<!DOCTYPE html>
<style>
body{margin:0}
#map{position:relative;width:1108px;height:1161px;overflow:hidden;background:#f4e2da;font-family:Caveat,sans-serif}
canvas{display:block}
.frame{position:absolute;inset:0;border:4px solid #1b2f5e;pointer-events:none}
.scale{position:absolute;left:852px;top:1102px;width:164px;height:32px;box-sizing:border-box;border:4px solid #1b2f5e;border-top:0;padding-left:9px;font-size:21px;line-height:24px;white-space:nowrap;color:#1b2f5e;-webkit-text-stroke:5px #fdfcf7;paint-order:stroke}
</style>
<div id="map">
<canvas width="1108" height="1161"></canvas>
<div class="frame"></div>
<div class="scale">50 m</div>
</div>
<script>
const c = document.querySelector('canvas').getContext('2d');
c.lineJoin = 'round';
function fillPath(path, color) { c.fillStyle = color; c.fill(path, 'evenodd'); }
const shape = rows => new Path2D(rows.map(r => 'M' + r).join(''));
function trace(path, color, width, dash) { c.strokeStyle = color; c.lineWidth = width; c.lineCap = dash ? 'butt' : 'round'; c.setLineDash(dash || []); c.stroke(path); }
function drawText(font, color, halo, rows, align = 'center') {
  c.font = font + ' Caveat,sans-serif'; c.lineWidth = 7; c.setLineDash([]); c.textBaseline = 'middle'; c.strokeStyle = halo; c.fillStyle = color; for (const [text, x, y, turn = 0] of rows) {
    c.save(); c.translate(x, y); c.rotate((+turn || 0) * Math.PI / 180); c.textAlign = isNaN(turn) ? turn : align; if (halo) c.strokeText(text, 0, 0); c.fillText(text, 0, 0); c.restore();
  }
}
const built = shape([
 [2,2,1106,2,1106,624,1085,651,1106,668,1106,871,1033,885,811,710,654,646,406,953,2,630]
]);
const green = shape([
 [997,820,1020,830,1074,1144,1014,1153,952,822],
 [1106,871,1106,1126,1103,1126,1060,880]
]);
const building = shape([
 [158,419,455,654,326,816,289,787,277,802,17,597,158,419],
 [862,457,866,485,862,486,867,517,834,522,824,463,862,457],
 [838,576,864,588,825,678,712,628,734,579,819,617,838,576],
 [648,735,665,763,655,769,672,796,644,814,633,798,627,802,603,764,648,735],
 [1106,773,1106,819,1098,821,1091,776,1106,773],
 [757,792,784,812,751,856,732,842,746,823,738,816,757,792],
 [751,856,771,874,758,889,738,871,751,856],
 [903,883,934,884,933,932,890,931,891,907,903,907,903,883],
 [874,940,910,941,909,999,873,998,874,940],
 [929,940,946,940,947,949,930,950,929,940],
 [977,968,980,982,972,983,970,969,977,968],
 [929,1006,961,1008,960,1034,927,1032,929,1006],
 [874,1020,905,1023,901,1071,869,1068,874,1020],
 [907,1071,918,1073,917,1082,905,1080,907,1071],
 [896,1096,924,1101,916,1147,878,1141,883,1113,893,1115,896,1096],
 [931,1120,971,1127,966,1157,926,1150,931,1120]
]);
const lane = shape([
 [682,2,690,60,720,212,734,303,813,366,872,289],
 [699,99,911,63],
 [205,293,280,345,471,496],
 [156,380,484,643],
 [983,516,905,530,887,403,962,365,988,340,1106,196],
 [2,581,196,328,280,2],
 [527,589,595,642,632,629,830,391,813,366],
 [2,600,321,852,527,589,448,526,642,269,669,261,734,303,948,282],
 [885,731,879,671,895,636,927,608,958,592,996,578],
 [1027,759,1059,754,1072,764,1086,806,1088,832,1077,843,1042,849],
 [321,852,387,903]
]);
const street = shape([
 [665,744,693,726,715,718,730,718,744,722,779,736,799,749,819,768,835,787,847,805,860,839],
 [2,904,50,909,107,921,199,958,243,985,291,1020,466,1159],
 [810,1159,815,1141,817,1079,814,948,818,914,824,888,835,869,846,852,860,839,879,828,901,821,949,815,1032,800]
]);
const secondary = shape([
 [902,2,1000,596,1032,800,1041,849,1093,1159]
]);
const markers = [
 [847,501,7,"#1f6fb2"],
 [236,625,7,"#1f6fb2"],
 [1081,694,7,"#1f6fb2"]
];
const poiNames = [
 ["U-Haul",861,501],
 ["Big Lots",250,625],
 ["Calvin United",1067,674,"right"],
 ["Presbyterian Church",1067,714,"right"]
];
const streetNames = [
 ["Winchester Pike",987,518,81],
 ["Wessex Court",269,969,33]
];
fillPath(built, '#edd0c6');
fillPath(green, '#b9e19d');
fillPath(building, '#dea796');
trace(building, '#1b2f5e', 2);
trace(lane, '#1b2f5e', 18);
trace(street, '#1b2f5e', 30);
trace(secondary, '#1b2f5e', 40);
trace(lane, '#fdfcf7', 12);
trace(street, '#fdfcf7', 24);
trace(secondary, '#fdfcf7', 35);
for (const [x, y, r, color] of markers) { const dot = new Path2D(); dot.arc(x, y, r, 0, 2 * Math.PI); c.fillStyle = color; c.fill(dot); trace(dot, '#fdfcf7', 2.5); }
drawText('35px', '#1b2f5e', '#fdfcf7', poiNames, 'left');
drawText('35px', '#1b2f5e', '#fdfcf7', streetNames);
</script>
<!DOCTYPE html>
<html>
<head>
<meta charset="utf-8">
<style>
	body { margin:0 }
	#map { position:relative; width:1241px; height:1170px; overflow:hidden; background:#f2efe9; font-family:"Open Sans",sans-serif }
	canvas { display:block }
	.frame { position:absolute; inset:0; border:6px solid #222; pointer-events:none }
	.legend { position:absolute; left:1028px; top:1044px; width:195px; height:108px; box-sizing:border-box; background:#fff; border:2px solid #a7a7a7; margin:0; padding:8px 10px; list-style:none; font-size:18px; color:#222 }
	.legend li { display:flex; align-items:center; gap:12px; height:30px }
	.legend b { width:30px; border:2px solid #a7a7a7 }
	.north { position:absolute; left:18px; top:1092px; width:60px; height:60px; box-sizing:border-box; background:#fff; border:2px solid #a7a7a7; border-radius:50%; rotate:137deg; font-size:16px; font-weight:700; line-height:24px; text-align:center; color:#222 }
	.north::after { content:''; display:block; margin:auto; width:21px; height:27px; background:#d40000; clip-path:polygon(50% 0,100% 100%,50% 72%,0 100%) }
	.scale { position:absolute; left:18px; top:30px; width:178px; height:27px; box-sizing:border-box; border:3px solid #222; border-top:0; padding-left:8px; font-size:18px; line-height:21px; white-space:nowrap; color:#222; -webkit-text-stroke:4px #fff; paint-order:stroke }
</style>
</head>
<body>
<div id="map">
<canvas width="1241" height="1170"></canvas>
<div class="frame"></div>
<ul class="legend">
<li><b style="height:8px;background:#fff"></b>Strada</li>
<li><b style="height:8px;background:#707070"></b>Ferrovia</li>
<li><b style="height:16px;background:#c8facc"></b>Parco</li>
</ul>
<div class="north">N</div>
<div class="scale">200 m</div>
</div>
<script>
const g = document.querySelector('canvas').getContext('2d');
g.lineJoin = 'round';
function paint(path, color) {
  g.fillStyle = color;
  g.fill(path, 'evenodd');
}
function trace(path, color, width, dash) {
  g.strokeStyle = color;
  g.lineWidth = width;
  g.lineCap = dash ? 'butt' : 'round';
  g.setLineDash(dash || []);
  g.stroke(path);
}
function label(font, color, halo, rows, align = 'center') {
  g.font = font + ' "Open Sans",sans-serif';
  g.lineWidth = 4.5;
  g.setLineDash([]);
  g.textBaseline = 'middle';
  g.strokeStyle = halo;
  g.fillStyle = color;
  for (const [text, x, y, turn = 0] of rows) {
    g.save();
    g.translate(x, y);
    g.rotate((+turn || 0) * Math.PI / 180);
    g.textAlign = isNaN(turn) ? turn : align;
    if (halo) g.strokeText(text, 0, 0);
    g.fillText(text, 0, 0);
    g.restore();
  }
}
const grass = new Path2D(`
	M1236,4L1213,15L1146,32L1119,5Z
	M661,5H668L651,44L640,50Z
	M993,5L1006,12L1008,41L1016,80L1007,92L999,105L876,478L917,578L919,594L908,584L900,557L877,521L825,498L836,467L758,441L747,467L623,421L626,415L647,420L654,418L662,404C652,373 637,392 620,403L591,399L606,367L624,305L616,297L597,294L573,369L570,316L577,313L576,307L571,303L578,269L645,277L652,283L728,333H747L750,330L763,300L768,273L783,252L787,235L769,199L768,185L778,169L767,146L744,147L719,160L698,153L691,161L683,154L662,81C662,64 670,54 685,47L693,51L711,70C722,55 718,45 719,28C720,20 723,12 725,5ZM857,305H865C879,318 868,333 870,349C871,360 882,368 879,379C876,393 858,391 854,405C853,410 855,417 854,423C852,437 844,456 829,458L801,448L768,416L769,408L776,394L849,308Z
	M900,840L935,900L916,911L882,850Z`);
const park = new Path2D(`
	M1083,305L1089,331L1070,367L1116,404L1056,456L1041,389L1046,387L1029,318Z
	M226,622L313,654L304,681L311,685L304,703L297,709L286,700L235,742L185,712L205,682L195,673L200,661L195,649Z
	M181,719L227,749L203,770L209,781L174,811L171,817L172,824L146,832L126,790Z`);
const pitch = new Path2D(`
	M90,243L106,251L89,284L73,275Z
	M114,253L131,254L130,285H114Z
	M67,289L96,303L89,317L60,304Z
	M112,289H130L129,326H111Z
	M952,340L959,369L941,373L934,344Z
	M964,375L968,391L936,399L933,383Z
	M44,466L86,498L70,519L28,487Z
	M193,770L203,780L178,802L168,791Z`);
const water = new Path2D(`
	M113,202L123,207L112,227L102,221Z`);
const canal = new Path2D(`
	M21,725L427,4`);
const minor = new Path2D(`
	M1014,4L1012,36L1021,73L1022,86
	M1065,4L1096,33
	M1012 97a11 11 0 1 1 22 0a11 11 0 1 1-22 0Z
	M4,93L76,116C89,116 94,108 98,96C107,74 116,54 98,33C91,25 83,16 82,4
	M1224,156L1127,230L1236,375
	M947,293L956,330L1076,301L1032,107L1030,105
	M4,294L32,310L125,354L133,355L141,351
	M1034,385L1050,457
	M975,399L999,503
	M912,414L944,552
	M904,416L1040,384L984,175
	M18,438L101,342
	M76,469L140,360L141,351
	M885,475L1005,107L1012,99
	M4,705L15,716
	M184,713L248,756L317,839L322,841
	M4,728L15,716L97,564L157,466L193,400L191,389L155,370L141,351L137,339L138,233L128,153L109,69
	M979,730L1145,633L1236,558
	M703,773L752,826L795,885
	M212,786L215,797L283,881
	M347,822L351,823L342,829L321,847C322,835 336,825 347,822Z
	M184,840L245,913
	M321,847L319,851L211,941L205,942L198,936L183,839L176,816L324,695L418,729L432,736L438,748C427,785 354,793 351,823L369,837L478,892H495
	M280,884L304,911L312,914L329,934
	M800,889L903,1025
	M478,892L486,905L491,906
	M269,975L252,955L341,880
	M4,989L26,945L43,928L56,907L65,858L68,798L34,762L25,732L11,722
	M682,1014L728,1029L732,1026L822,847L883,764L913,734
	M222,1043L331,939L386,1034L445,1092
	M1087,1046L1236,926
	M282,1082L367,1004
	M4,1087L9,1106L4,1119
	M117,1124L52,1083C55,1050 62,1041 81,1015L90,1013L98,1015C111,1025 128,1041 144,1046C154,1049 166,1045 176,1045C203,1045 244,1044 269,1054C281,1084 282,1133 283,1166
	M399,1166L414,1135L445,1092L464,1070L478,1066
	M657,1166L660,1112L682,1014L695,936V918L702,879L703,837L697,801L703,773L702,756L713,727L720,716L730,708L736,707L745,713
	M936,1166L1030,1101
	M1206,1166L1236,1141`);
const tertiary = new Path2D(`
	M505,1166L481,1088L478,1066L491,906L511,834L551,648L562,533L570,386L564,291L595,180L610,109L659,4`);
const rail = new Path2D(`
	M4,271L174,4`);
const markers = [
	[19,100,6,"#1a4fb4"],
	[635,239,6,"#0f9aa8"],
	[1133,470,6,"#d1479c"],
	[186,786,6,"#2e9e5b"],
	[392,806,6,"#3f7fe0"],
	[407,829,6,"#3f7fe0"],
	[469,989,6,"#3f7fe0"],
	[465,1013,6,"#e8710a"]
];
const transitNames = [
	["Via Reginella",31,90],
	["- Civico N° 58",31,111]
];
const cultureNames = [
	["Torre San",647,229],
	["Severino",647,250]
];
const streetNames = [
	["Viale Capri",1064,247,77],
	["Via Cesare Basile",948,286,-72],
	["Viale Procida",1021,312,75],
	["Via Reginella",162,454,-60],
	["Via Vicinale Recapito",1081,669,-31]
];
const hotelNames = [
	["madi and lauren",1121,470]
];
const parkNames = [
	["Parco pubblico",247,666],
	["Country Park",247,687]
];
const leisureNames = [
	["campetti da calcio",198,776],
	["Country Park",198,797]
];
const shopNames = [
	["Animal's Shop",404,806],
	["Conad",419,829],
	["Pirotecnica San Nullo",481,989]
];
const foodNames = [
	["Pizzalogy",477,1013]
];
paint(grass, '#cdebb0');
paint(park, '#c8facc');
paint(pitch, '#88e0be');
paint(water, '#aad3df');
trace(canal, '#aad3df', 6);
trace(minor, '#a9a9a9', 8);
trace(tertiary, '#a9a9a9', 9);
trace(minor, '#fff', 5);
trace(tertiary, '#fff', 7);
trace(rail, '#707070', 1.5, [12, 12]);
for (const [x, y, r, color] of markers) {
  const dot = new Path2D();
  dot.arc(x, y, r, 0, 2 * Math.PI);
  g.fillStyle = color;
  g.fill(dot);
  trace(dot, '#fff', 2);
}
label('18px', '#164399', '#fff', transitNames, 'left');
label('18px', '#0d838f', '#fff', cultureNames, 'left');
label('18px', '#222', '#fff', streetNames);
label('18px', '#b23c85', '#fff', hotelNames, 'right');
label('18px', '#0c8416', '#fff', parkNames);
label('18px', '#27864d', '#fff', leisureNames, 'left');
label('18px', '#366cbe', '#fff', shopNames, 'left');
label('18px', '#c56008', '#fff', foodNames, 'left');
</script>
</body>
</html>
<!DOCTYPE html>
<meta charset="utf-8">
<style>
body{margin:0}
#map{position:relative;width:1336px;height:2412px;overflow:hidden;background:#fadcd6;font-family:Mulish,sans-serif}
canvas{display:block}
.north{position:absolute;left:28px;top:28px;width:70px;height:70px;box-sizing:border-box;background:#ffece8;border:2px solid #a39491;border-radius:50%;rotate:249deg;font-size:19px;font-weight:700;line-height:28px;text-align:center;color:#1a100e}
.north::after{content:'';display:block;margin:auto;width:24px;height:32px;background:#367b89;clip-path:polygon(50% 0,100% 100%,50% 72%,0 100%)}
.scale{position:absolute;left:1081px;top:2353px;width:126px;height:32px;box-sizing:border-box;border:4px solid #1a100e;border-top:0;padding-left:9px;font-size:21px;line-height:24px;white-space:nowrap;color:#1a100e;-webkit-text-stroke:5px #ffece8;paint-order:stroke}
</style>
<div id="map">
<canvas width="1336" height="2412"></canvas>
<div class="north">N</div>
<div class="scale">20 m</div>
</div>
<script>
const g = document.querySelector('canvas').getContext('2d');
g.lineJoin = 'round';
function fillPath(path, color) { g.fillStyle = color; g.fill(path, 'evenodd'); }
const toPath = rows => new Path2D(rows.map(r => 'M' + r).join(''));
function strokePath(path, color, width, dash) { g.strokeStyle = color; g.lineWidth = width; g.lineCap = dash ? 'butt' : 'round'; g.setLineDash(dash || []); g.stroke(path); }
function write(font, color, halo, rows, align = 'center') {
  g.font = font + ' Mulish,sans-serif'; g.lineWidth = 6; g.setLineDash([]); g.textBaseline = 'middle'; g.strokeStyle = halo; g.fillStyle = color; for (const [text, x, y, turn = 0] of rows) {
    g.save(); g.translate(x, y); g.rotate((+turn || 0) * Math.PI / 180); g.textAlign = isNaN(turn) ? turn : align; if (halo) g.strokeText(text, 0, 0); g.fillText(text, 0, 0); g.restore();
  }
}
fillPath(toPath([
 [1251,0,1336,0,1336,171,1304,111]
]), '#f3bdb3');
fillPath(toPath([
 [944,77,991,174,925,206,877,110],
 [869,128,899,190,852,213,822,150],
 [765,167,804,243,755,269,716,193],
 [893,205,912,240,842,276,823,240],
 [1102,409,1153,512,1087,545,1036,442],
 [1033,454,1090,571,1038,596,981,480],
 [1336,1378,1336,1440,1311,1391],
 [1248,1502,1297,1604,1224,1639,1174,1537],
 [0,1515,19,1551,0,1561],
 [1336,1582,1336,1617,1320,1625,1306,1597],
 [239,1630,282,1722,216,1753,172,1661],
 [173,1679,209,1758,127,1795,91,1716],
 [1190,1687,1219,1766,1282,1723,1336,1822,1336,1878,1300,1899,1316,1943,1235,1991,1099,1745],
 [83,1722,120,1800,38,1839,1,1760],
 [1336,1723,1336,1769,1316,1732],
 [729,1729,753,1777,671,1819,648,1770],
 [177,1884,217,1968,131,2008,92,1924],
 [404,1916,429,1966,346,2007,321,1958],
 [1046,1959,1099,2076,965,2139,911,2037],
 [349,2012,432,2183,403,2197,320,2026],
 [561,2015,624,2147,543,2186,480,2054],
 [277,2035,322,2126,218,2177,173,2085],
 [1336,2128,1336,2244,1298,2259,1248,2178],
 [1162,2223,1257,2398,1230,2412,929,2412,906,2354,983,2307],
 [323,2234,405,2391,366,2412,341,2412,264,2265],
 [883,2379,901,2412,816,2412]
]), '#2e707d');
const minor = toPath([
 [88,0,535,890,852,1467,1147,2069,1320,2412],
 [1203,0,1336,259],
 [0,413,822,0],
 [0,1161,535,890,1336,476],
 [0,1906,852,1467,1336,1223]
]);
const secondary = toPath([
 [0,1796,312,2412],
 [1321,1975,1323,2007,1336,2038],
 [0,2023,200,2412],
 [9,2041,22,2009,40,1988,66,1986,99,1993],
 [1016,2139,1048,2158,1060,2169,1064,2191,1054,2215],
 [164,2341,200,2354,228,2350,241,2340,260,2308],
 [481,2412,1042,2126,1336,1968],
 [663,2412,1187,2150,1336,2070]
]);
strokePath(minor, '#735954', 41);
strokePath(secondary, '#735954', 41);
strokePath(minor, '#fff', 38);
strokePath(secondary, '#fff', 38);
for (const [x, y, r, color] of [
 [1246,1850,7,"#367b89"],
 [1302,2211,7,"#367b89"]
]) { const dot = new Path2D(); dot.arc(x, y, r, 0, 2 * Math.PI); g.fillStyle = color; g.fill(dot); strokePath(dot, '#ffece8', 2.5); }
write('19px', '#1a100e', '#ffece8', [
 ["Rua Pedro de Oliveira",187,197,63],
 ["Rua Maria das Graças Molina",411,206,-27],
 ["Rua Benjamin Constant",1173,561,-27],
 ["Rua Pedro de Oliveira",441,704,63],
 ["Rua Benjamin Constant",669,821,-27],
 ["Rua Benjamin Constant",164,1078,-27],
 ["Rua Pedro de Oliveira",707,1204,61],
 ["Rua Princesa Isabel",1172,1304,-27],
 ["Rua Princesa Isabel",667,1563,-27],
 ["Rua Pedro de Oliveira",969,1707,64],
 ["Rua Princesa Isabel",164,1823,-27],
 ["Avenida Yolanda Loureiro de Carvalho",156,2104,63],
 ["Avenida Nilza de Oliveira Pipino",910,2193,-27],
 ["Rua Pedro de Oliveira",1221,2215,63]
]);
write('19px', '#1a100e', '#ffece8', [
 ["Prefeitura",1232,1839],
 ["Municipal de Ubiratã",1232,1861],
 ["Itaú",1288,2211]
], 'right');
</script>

####################

:: WHAT TO WORK ON ::
Repeat every line of the data word for word until you have repeated the line that contains "c.font = font", which is the last one to include.

:: TASK ANSWER ::
<!DOCTYPE html>
<style>
body{margin:0}
#map{position:relative;width:1108px;height:1161px;overflow:hidden;background:#f4e2da;font-family:Caveat,sans-serif}
canvas{display:block}
.frame{position:absolute;inset:0;border:4px solid #1b2f5e;pointer-events:none}
.scale{position:absolute;left:852px;top:1102px;width:164px;height:32px;box-sizing:border-box;border:4px solid #1b2f5e;border-top:0;padding-left:9px;font-size:21px;line-height:24px;white-space:nowrap;color:#1b2f5e;-webkit-text-stroke:5px #fdfcf7;paint-order:stroke}
</style>
<div id="map">
<canvas width="1108" height="1161"></canvas>
<div class="frame"></div>
<div class="scale">50 m</div>
</div>
<script>
const c = document.querySelector('canvas').getContext('2d');
c.lineJoin = 'round';
function fillPath(path, color) { c.fillStyle = color; c.fill(path, 'evenodd'); }
const shape = rows => new Path2D(rows.map(r => 'M' + r).join(''));
function trace(path, color, width, dash) { c.strokeStyle = color; c.lineWidth = width; c.lineCap = dash ? 'butt' : 'round'; c.setLineDash(dash || []); c.stroke(path); }
function drawText(font, color, halo, rows, align = 'center') {
  c.font = font + ' Caveat,sans-serif'; c.lineWidth = 7; c.setLineDash([]); c.textBaseline = 'middle'; c.strokeStyle = halo; c.fillStyle = color; for (const [text, x, y, turn = 0] of rows) {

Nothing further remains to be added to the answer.